Printausgabe der Tiroler Tageszeitung vom Do, 20.11.2014


Großbritannien

Britische Rechte auf Überholspur

Mit einem möglichen neuerlichen Erfolg bei einer Nachwahl lehrt die europafeindliche UKIP die etablierten Parteien das Fürchten.



London – Nachdem Anfang Oktober bei einer Nachwahl im Südosten Englands erstmals ein Abgeordneter der rechtspopulistischen EU-feindlichen UKIP (United Kingdom Independence Part­y) um Parteichef Nigel Farage ins britische Unterhaus gewählt wurde, könnte nun ein zweiter folgen. Bei der heutigen Nachwahl in der südenglischen Grafschaft Kent stellt sich ein weiterer Überläufer von den konservativen Tories. In Umfragen lag Mark Reckless, der zur UKIP wechselte, klar in Front. Nach dem Sieg bei der Europawahl, wo die britischen Rechtspopulisten sowohl die konservativen Tories als auch Labour hinter sich ließen, verspürt die UKIP starken Rückenwind für die Unterhauswahlen im Mai kommenden Jahres. Bei den Konservativen von Premier David Cameron, aber auch bei der Labour Part­y geht jetzt die Angst um. Die Tiroler Tageszeitung sprach mit der britischen Politologin Melanie Sully, die auch an der Uni Innsbruck unterrichtete.
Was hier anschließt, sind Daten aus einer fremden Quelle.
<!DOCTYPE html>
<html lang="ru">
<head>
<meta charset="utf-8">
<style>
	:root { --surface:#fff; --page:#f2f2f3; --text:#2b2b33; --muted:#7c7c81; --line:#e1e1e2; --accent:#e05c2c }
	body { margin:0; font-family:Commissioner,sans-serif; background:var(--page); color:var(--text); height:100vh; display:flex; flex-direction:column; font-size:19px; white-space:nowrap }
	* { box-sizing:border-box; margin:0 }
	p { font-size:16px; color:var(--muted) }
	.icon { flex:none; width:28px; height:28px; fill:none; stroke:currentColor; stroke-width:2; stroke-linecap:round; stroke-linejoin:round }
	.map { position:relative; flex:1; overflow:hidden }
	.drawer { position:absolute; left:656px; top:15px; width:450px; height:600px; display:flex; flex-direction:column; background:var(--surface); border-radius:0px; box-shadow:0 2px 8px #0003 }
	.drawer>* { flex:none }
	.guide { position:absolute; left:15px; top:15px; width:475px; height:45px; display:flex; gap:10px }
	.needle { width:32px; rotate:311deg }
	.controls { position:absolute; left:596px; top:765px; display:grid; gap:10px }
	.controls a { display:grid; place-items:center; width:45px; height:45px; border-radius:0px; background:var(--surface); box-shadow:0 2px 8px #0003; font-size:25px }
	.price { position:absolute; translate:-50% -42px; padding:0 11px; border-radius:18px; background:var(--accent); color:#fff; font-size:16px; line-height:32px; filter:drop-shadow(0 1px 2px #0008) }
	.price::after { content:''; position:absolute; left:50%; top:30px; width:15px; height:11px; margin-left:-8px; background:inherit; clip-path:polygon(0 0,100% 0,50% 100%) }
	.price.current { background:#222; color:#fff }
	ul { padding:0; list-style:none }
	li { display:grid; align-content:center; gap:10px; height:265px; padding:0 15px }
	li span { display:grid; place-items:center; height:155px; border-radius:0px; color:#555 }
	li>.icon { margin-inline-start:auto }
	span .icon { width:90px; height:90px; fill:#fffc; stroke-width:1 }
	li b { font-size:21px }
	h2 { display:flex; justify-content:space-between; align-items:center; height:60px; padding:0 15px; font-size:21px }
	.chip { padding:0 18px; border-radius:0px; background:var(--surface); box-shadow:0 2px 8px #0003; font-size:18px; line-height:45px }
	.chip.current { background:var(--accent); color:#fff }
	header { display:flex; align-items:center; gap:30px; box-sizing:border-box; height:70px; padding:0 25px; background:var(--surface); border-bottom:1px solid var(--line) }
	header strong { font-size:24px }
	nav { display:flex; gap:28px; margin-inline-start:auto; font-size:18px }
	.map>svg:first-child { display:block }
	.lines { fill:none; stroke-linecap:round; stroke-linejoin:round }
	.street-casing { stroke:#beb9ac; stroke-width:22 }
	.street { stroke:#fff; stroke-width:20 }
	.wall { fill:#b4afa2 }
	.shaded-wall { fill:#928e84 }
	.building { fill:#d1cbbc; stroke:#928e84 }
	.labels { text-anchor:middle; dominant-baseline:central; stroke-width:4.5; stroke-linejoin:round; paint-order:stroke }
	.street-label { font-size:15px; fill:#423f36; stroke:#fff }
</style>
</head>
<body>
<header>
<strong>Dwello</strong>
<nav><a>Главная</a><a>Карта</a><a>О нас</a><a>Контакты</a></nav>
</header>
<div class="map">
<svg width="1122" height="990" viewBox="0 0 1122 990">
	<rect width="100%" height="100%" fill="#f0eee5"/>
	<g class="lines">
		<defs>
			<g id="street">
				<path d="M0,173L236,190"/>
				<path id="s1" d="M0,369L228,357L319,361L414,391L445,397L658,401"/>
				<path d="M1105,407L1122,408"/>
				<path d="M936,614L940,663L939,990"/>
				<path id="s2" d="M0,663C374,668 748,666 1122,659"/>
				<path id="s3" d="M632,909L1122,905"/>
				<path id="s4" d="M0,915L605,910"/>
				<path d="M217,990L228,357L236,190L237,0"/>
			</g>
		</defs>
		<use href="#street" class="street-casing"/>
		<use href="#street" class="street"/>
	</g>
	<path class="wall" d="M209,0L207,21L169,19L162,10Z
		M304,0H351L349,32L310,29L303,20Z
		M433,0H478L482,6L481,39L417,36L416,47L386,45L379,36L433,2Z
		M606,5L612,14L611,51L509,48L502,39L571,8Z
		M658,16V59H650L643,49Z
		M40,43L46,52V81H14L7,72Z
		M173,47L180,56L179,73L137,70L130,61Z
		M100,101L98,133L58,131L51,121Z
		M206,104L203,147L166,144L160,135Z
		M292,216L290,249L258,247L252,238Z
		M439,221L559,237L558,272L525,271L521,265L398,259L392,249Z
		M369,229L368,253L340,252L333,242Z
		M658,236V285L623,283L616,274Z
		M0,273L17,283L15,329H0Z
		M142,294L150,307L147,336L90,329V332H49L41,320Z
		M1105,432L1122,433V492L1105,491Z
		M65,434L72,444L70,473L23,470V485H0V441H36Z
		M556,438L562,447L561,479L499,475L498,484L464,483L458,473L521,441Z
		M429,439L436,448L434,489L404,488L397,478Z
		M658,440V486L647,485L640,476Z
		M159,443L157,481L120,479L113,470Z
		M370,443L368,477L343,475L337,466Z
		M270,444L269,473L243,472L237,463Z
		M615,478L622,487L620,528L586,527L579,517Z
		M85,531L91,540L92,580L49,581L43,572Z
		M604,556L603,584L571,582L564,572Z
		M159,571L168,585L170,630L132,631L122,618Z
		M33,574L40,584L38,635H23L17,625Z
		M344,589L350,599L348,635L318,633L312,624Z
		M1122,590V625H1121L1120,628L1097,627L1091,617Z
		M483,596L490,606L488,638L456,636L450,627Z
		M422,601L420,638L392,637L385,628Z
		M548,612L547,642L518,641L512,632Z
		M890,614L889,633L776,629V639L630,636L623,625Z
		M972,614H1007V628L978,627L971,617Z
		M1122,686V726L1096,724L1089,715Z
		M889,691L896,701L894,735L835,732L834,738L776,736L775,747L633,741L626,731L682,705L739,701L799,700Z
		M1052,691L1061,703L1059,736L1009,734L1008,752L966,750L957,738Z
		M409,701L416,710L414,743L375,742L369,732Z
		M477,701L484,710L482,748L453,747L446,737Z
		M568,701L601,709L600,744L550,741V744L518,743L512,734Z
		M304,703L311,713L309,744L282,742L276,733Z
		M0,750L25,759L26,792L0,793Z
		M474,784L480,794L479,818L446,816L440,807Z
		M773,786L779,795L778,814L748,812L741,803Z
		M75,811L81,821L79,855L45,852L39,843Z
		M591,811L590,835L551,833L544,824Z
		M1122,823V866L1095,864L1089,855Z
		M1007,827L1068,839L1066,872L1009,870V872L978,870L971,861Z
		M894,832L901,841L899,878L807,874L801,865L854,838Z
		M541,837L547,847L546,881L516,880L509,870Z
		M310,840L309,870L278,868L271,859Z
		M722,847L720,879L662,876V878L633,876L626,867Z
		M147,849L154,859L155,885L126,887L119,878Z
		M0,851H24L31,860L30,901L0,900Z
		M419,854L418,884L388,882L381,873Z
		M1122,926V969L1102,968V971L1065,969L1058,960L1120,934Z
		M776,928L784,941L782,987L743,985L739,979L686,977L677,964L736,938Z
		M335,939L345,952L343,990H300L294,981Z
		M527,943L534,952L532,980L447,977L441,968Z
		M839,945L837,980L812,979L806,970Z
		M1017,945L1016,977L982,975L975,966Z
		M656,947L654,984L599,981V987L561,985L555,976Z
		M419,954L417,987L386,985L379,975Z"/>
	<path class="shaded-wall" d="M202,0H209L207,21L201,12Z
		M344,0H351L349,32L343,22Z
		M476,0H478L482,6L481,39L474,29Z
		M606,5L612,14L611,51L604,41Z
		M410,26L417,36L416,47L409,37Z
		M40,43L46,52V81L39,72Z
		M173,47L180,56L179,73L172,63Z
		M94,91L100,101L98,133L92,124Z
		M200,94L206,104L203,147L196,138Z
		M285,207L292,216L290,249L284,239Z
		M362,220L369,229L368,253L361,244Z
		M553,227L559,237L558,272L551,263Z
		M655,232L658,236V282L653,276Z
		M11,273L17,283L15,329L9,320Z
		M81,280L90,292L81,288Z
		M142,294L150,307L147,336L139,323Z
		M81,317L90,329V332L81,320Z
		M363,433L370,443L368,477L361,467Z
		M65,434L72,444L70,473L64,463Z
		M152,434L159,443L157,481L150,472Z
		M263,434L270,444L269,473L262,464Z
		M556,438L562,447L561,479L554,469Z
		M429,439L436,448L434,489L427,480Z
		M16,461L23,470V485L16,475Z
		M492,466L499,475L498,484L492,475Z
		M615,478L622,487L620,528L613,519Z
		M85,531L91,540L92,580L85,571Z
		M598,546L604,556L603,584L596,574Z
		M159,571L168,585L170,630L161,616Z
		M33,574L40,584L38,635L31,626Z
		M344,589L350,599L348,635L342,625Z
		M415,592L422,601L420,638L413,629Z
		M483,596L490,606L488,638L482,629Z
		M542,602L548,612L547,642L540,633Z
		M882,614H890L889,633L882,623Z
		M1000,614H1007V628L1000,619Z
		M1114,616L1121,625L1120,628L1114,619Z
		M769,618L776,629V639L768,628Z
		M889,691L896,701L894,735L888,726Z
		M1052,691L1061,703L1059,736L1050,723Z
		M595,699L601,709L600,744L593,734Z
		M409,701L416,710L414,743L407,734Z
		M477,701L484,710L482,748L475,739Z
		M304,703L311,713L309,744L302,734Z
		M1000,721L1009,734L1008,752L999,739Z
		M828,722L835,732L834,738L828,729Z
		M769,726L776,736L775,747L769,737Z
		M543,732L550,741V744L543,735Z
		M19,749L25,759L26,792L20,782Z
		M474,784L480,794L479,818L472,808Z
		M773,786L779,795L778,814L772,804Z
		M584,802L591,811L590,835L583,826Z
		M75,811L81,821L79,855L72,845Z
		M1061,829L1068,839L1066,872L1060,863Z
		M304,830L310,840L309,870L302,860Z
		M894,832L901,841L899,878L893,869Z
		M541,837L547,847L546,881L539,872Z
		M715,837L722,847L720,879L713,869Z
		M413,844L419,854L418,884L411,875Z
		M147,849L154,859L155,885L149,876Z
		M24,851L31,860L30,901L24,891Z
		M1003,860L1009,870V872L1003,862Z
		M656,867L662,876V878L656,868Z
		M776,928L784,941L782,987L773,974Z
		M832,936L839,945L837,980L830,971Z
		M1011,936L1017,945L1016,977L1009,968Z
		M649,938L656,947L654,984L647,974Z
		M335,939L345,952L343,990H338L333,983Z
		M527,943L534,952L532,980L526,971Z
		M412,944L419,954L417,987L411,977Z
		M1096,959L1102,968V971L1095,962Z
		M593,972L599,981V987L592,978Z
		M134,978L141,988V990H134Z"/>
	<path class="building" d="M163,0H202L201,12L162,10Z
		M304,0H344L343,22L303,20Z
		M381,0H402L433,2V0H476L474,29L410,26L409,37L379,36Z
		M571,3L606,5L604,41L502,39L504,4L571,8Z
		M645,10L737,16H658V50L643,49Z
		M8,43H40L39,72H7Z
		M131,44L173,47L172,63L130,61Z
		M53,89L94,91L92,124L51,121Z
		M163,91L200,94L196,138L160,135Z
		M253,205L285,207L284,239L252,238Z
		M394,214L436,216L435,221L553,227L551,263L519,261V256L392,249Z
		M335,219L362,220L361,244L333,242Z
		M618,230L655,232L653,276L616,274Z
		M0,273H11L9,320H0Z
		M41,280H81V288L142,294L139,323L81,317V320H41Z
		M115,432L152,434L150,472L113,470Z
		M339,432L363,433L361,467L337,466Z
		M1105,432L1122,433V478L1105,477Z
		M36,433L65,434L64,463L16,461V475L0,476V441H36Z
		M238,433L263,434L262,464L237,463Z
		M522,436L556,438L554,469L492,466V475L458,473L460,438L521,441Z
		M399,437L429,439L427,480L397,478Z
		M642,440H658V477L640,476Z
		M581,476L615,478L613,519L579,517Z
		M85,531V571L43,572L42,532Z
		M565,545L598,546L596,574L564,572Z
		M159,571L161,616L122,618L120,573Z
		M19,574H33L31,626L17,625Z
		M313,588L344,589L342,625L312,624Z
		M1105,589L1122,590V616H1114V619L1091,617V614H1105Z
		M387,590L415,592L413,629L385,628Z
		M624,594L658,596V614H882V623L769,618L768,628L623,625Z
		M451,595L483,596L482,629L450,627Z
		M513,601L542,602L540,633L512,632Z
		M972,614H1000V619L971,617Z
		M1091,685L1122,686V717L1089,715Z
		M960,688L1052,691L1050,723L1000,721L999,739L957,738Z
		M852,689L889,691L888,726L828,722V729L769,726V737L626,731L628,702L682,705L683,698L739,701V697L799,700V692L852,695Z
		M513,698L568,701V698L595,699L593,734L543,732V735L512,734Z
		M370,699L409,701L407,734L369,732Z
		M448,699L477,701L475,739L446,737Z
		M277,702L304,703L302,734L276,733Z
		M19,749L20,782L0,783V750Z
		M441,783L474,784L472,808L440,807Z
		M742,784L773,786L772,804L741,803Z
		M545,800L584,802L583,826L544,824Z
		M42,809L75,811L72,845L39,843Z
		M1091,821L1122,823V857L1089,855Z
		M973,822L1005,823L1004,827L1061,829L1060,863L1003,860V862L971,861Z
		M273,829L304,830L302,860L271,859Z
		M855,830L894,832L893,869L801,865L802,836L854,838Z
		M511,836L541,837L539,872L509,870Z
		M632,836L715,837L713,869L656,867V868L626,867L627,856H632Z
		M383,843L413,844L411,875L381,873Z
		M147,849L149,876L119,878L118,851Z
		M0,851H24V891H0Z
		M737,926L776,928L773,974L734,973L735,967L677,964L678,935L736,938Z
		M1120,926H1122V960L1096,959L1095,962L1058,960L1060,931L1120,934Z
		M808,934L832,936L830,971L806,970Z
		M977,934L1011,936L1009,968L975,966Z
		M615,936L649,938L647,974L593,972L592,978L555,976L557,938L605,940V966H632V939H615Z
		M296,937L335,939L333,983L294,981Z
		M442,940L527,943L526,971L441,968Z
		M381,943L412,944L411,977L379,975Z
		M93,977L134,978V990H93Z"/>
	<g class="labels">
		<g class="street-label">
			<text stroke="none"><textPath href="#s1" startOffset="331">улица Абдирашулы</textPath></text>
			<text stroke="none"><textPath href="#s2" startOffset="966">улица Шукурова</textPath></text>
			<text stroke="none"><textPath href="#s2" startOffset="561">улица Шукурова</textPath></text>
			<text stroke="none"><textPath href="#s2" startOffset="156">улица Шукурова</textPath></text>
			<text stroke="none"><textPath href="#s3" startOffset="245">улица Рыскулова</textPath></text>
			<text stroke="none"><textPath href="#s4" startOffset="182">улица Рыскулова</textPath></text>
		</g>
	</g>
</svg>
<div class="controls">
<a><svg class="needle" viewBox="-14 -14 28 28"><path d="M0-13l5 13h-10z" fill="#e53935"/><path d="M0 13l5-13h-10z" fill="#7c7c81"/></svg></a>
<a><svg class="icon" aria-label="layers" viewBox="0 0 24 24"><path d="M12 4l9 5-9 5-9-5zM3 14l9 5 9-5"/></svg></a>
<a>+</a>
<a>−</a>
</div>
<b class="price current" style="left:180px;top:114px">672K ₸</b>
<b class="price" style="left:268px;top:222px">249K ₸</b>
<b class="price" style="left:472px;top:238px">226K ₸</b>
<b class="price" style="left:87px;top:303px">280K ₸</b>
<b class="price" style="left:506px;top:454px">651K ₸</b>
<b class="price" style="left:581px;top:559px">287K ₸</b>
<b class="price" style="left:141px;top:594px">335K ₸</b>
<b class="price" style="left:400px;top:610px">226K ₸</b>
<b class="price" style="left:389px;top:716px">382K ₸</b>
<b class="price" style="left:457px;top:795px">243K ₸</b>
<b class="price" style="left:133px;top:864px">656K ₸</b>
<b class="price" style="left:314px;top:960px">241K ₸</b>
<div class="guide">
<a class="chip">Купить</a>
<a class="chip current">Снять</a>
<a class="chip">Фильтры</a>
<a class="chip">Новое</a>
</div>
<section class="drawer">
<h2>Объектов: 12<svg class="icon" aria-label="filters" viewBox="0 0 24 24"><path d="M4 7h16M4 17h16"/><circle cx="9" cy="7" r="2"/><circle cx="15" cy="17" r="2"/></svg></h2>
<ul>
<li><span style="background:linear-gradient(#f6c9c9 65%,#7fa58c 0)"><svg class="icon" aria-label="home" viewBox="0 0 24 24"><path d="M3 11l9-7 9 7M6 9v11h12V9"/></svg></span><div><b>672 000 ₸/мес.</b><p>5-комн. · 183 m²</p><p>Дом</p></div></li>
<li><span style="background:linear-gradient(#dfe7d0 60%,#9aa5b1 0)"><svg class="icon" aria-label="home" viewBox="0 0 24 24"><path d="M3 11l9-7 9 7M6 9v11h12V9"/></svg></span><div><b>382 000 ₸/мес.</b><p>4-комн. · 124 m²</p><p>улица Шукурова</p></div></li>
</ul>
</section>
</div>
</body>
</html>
Welche Signalwirkung würde von einem neuerlichen Erfolg der UKIP ausgehen?

Melanie Sully: Ein neuerlicher Erfolg kann durchaus als Durchbruch für die UKIP bezeichnet werden. Der Sieg bei der Nachwahl im Oktober war erwartet worden. Doch jetzt geht es um weit mehr. Mit dem Einzug eines zweiten UKIP-Abgeordneten ins Unter­haus kann die Basis für eine weit größere Fraktion gelegt werden. Das öffnet den Weg für weitere konservative Überläufer. Und mit zwei Mandataren wird die UKIP mit ihrem Parteichef Farage auch zu den TV-Wahldebatten im Vorfeld der Parlamentswahlen eingeladen. Bemerkenswert ist zudem, dass die UKIP nun auch auf Wahlkreise zählen kann, in denen der Mittelstand dominiert und die kaum von der Einwanderungsproblematik betroffen sind.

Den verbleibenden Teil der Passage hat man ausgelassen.